The library suffered damage during Julius Caesar’s campaign in 48 BC, and its decline continued through later invasions and internal unrest. Despite its fall, the model it established influenced libraries in Pergamum, Rome, and beyond.
Ancient Greek libraries shifted knowledge from private temples to public life. Athens and other city-states built libraries open to scholars and citizens. One early example is Aristotle’s personal collection, which became a foundation for later public institutions.

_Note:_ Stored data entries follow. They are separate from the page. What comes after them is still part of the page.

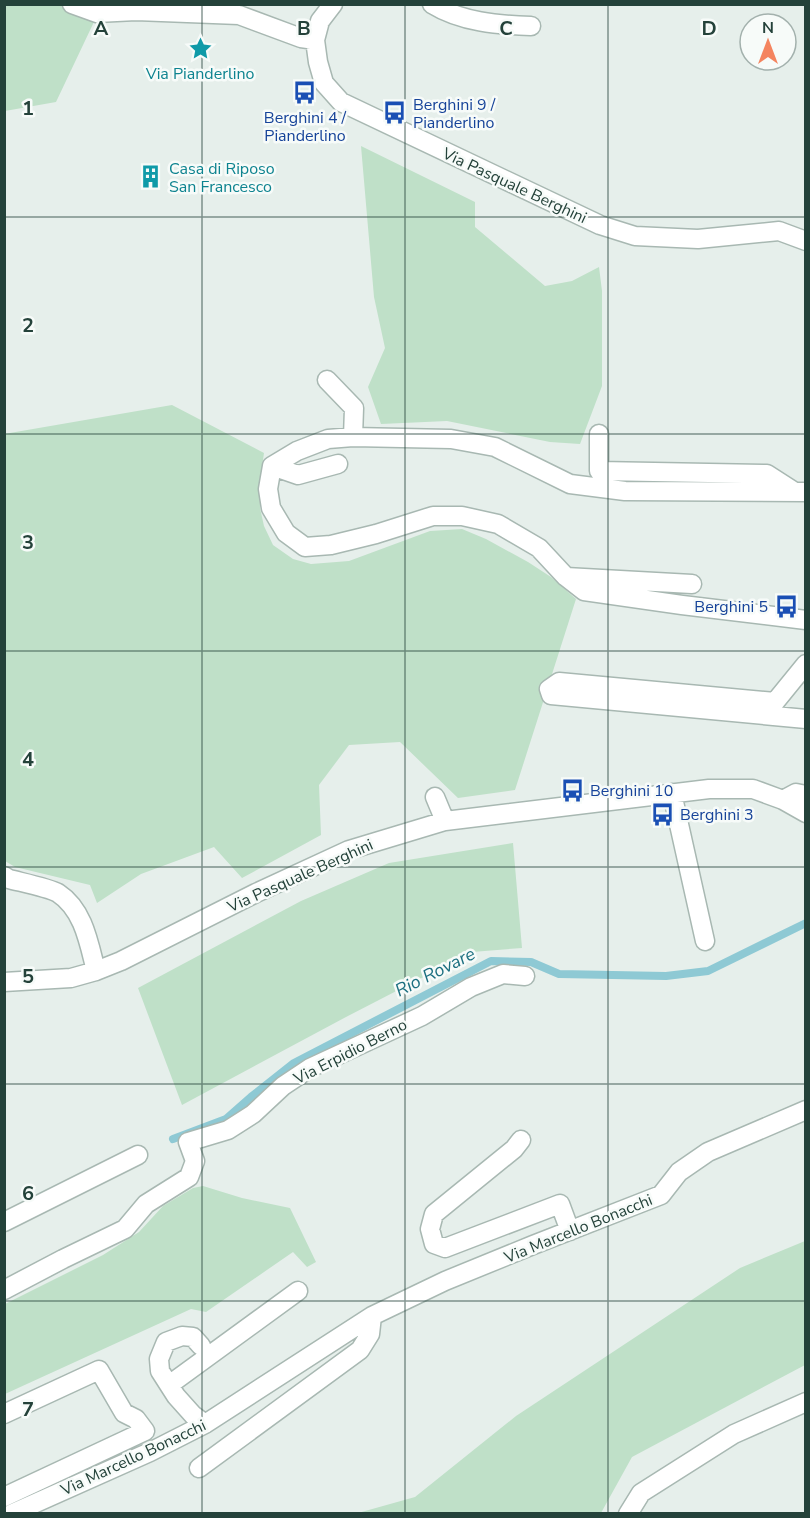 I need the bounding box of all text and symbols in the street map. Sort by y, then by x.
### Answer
north arrow [738,12,798,72]
text: A [94,15,109,42]
text: B [297,15,311,42]
text: C [499,15,513,42]
text: D [701,15,717,42]
text: N [762,17,774,39]
place icon: Via Pianderlino [187,35,213,61]
place label: Via Pianderlino [145,63,254,85]
bus stop icon: Berghini 4 / Pianderlino [292,79,318,105]
place label: Berghini 9 / Pianderlino [413,94,496,134]
text: 1 [22,95,34,122]
bus stop icon: Berghini 9 / Pianderlino [382,100,408,126]
place label: Berghini 4 / Pianderlino [264,107,347,147]
street label: Via Pasquale Berghini [438,142,590,229]
place label: Casa di Riposo San Francesco [169,158,275,198]
building icon: Casa di Riposo San Francesco [138,164,164,190]
text: 2 [22,312,34,339]
text: 3 [22,529,34,556]
bus stop icon: Berghini 5 [773,593,799,619]
place label: Berghini 5 [694,596,768,618]
text: 4 [22,746,34,773]
bus stop icon: Berghini 10 [559,777,585,803]
place label: Berghini 10 [590,780,673,802]
bus stop icon: Berghini 3 [649,801,675,827]
place label: Berghini 3 [680,804,754,826]
street label: Via Pasquale Berghini [223,834,377,918]
water label: Rio Rovare [391,941,480,1002]
text: 5 [22,963,34,990]
street label: Via Erpidio Berno [289,1014,411,1090]
text: 6 [22,1180,34,1207]
street label: Via Marcello Bonacchi [500,1189,656,1269]
text: 7 [22,1396,34,1423]
street label: Via Marcello Bonacchi [56,1415,210,1502]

Private libraries also flourished. Wealthy individuals and philosophers curated collections for study and teaching. Plato, for instance, used their libraries to support schools such as the Academy. These libraries helped preserve philosophy, science, and literature and played a central role in Greek intellectual life.

Public libraries enabled wider access to knowledge in the ancient world, while private collections fostered personal study and debate. Together, they formed a system that allowed Greek thought to spread across the Mediterranean.
Rome expanded the library model throughout its empire. In 39 BC, Gaius Asinius Pollio opened the first public library in the capital. Emperors like Augustus followed, building libraries in temples and forums. These became cultural landmarks and centers for learning.
Roman libraries preserved works in both Latin and Greek, encompassing law, science, literature, and official records. They served not only administrative needs but also public education, fostering literacy and stimulating scholarly debate throughout the empire as access expanded.

Wealthy Romans maintained private collections. These libraries, often run by scribes and servants, became symbols of status. Imperial libraries, meanwhile, preserved state records and reinforced the authority of the emperor.
By preserving Greek and earlier texts, Roman libraries established a bridge between ancient and medieval scholarship, leaving behind a lasting legacy for Europe.
Ancient libraries faced repeated threats. Fires, wars, and natural disasters wiped out entire collections. The Library of Alexandria was damaged during civil war, then weakened by centuries of neglect. With the fall of the Roman Empire, invasions, political turmoil, and shifting religious forces accelerated the decline of these repositories of knowledge.
In the Near East, the Library of Ctesiphon was destroyed during the Arab conquests. At Herculaneum, the eruption of Mount Vesuvius buried the Villa of the Papyri beneath volcanic ash, both preserving and damaging hundreds of scrolls.
However, fragments survived. In medieval Europe, monasteries preserved knowledge by copying ancient texts by hand. Across the Islamic world, scholars translated Greek, Roman, and Persian works into Arabic, safeguarding ideas that had vanished elsewhere. These efforts carried the legacy of antiquity into the Renaissance and, ultimately, the modern era.
The fall of ancient libraries marked the end of an era but not the end of their influence. Their legacy endures in today’s institutions, which continue the timeless mission of collecting, preserving, and sharing human knowledge.